Angelos Sifakis war wie immer der Erste vor Ort. Er spürte sofort, dass etwas anders war als sonst, konnte es aber nicht benennen. Nachdenklich wanderte er in dem wunderschönen Morgenlicht durch den Raum und bemerkte die Treppe erst, als er direkt davorstand. Sie war so weiß wie die Wände der Zentrale, Camouflage sozusagen, und wand sich wie eine Spirale in das obere Stockwerk. Dort oben befanden sich die sehr großen, noch geschlossenen Abteilungen des neu eingeweihten Hauptquartiers von Europol.
Zögerlich nahm er die ersten Stufen. Auch sie waren weiß, kalkweiß, jungfräulich weiß, und er war sich auf einmal nicht sicher, ob er sie überhaupt betreten durfte. Er fühlte sich ihrer nicht würdig.

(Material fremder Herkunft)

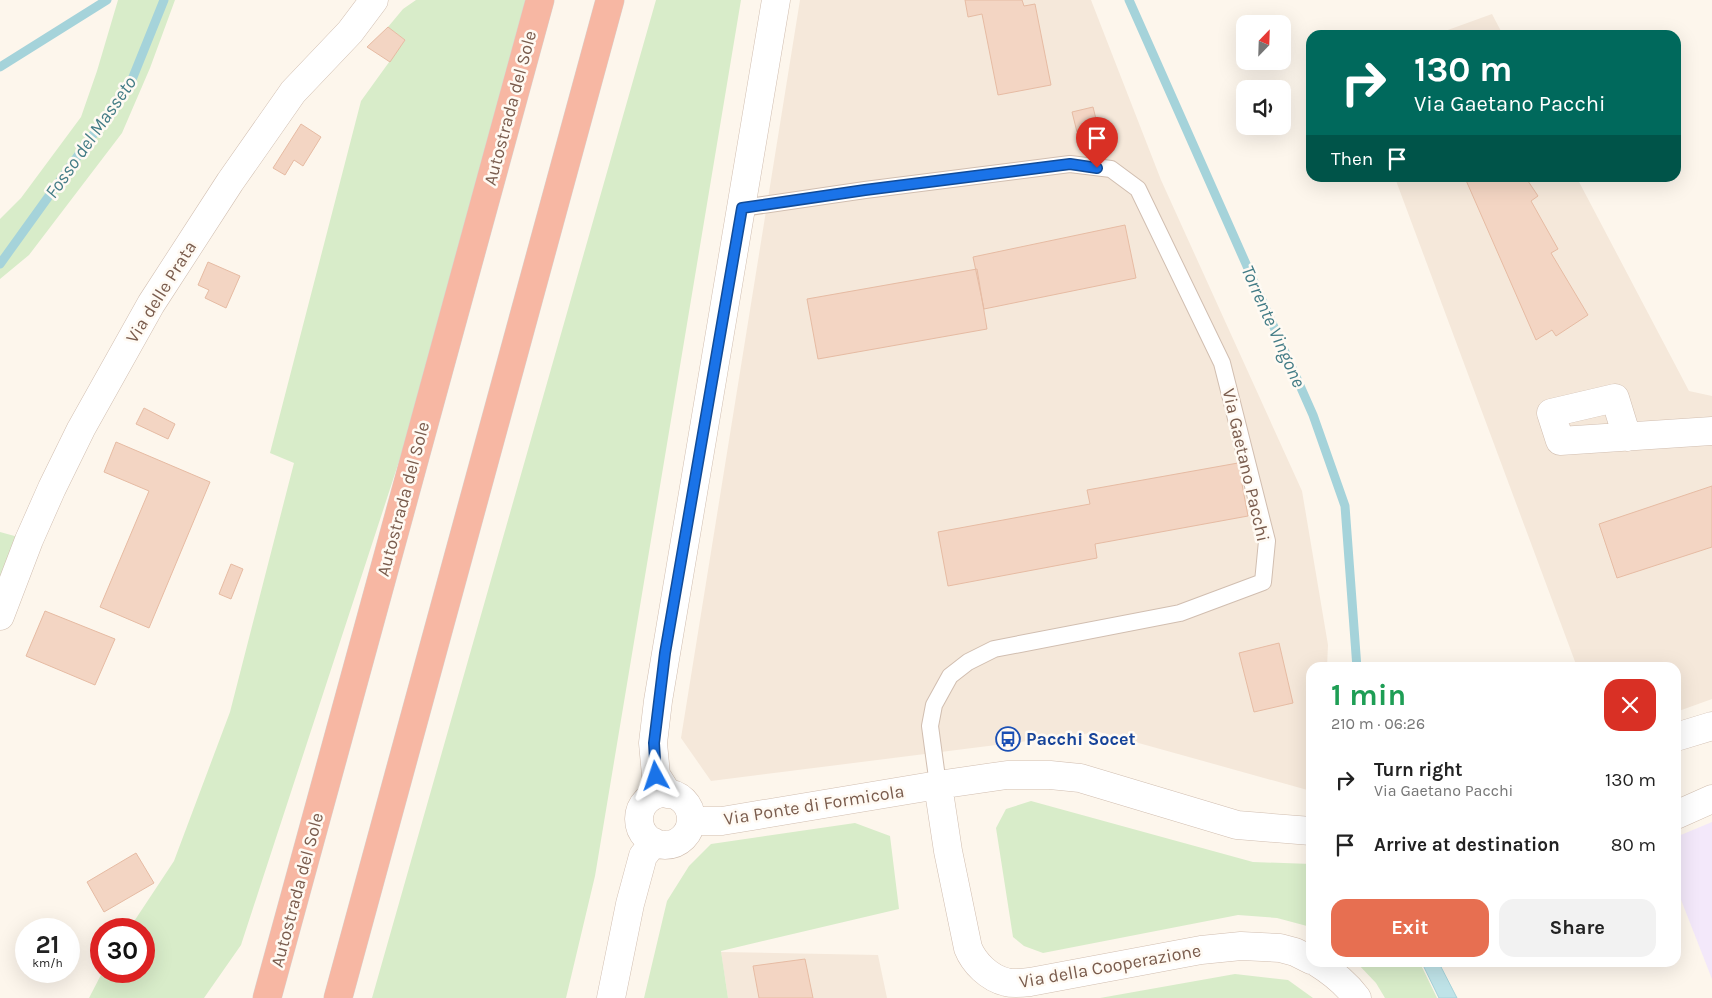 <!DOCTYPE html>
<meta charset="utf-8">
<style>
:root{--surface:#fff;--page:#f2f2f2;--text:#222;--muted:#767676;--accent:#e76f51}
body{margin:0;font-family:Karla,sans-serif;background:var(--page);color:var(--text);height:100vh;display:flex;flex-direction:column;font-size:19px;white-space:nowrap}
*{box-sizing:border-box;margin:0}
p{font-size:16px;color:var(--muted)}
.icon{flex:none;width:28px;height:28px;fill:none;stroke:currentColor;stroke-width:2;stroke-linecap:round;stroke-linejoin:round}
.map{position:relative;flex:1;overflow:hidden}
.drawer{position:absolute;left:1306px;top:662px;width:375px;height:305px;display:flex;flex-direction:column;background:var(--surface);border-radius:15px;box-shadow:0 5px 20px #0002}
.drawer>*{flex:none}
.banner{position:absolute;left:1306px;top:30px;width:375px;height:152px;border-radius:15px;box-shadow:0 5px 20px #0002;background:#00695c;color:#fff;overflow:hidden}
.needle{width:32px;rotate:23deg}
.buttons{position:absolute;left:1236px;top:15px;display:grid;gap:10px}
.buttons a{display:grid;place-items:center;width:55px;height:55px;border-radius:10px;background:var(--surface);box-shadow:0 5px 20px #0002;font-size:25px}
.speed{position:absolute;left:15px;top:918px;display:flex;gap:10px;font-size:25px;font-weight:700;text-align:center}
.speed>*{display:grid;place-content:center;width:65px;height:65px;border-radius:50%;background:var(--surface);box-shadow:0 5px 20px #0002;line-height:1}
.speed small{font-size:12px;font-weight:400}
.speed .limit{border:8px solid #d22;background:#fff;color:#111}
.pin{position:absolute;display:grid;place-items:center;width:42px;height:42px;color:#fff;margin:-51px -21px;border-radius:50% 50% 50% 0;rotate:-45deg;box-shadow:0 0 5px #0007}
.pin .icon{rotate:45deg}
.me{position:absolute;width:55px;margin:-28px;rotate:355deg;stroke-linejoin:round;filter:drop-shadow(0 0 4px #0008)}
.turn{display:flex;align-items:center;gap:18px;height:105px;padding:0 25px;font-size:22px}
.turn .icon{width:65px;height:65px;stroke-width:2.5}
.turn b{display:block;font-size:35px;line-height:42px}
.then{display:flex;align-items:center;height:48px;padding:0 25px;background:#0003;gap:10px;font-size:19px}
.round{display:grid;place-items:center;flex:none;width:52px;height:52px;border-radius:15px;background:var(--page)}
.head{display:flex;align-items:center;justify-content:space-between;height:85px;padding:0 25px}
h1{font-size:30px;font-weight:700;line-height:38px;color:#1e9e55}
.cta{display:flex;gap:10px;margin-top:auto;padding:10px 25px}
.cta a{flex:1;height:58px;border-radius:15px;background:var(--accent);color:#fff;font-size:20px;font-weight:700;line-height:58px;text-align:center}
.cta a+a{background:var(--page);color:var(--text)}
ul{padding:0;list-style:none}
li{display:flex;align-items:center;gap:15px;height:65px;padding:0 25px}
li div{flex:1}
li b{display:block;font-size:19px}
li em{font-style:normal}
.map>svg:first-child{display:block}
</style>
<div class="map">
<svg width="1712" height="998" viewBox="0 0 1712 998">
<rect width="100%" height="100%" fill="#fdf6ec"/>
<path fill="#f5e8da" d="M800,0H1091L1161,180L1302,491L1328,645L1327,667L1311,668V791L1099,732L711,781L681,738Z
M1492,14L1503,35H1434Z
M1395,178H1577L1689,391L1712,396V699L1676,712V668L1577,667Z
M721,952L878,955L887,998H728Z"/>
<path fill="#f3e8fa" d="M1712,822V979L1676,887V837Z"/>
<path fill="#d8ecc9" d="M118,0H175L150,68L122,133L29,255L0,279V219L21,198L81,117L97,71Z
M416,0H540L489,186L241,945L204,998H89L103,971H144V929H129L174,861L230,712L294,463L270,453L361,101L405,40L388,27L403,9Z
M656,0H741L595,876L566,998H372Z
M0,532L29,540L0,616Z
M1031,801L1253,862L1311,864V929L1307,926L1277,918L1238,915L1043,953L1024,946L1013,937L996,828L1006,809Z
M855,823L890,836L899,909L721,951L728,998H644L667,901L689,866L711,844Z
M1357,963H1420L1437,998H1385L1376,983Z
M1235,974L1288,980L1313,998H1100Z"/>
<path fill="#bfe3e8" stroke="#a5d3da" d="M1422,963H1439L1457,998H1439Z"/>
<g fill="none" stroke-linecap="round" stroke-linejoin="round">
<path stroke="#a5d3da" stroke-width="9" d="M1129,0L1313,415L1345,506L1357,668
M0,67L107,0
M0,264L131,82L164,0"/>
</g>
<path fill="#f3d5c3" stroke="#e6bba3" d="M965,0H1022L1024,6L1035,4L1051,85L998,95L982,14L968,17Z
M388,27L405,40L390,62L367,47Z
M1093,107L1098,127L1077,132L1072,112Z
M301,124L321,137L303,166L294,160L285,175L273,168Z
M1465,178H1526L1538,196L1531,201L1558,249L1551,253L1588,315L1556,336L1552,330L1536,340Z
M1125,225L1136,278L984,309L973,257Z
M208,262L240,276L226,308L205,298L209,290L198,285Z
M977,269L987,329L818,359L807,299Z
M144,408L175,424L168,439L136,424Z
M116,442L210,482L149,628L100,607L149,491L104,472Z
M1238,463L1248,516L1095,544L1097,558L948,586L938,532L1090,504L1087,490Z
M1712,486V547L1617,578L1599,524Z
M231,564L243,569L231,599L219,594Z
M45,611L115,639L95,685L26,656Z
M1279,643L1293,703L1254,712L1239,653Z
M136,853L154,883L104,912L87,882Z
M805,959L813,998H759L753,966Z"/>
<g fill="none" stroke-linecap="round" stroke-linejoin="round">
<g stroke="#d1beb0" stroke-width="18">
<path id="service" d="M742,208L865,190L1070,164L1111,169L1138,189L1222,363L1267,541L1263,582L1180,613L994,649L968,662L950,676L934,705L930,726L938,785"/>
</g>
<g stroke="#d1beb0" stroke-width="29">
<path id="minor" d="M1627,437L1615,398L1551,413L1560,441L1712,431
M0,616L29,540L52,488L81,429L151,304L230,182L293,92L350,32L374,0
M1676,737L1712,726
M938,785L948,851L968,948C974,963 989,978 1006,982C1013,984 1022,983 1030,982L1201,950L1241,946L1280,948L1295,952L1311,960
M639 819a26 26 0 1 1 52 0a26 26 0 1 1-52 0Z
M668,794L656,775L653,743L658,701L776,0
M1676,815L1712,799
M691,819L700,821H722L938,785L1007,775H1050L1080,778L1237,825L1311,831
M1316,962C1332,972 1346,983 1357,998
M611,998L630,904L643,856L654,842"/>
</g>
<g stroke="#dad1cd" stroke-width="29">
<path id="motorway" d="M267,998L540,0
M338,998L610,0"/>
</g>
<use href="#service" stroke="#fff" stroke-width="16"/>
<use href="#minor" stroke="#fff" stroke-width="28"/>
<use href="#motorway" stroke="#f7b7a3" stroke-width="28"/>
</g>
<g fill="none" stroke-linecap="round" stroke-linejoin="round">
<g stroke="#114b97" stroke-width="12">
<path id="route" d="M656,776L654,743L665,653L742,208L865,190L1070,164L1097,168"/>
</g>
<use href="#route" stroke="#1a73e8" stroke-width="9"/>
</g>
<defs>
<g id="bus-ring" transform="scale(1.25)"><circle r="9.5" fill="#fffaf3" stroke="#1a4fb4" stroke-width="1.5"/><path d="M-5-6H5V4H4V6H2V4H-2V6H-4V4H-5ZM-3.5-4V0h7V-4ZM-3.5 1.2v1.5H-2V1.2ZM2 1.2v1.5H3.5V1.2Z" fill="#1a4fb4"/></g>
</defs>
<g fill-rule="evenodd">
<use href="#bus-ring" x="1008" y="739"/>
</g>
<g text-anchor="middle" stroke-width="5" stroke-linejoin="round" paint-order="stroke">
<g font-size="18" fill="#7a5c4d" stroke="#fffaf3">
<text transform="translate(510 108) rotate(-75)" y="6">Autostrada del Sole</text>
<text transform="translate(161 292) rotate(-58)" y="6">Via delle Prata</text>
<text transform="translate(1246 465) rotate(77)" y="6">Via Gaetano Pacchi</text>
<text transform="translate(403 499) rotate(-75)" y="6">Autostrada del Sole</text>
<text transform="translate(814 805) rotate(-9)" y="6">Via Ponte di Formicola</text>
<text transform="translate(297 890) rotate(-75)" y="6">Autostrada del Sole</text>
<text transform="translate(1110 966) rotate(-10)" y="6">Via della Cooperazione</text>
</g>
<g font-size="18" font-weight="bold" fill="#164399" stroke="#fffaf3" text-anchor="start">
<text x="1026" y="745">Pacchi Socet</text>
</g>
<g font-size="19" font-style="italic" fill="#437c86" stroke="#fffaf3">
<text transform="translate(90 137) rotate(-55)" y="7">Fosso del Masseto</text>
<text transform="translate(1274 326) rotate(66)" y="7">Torrente Vingone</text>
</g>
</g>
</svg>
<div class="buttons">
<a><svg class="needle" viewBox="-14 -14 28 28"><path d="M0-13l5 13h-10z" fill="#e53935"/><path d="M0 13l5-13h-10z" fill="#767676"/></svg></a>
<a><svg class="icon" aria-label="sound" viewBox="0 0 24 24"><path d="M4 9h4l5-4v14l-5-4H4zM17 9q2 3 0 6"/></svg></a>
</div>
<div class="speed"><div>21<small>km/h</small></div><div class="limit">30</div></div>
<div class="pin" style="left:1097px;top:168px;background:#d93025"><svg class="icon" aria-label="arrive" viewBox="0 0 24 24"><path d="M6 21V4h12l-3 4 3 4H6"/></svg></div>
<svg class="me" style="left:656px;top:776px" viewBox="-20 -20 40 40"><path d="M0-17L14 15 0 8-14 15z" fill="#1a73e8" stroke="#fff" stroke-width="4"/></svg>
<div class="banner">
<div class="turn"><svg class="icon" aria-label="right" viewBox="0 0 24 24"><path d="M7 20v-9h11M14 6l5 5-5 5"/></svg><div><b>130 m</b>Via Gaetano Pacchi</div></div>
<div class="then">Then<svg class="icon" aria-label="arrive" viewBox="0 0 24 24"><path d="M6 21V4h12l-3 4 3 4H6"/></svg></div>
</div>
<section class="drawer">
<div class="head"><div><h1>1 min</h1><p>210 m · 06:26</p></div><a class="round" style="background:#d93025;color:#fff"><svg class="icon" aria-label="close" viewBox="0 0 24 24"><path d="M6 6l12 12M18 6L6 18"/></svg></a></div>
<ul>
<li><svg class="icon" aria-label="right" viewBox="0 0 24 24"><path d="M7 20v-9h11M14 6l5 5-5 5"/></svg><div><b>Turn right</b><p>Via Gaetano Pacchi</p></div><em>130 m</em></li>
<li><svg class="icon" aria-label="arrive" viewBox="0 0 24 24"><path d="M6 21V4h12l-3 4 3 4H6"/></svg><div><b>Arrive at destination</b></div><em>80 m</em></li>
</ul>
<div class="cta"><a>Exit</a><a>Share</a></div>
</section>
</div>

Aber dann gab er sich einen Ruck, nahm zwei Stufen auf einmal und ließ damit der Treppe wenigstens die Hälfte ihrer Unschuld. Am oberen Ende befand sich eine einzige Tür. Eine monumentale Tür. Vorsichtig berührte er sie. Da glitt sie mit hydraulischer Schwerelosigkeit auf, und Sifakis stand plötzlich in der Neuen Kathedrale.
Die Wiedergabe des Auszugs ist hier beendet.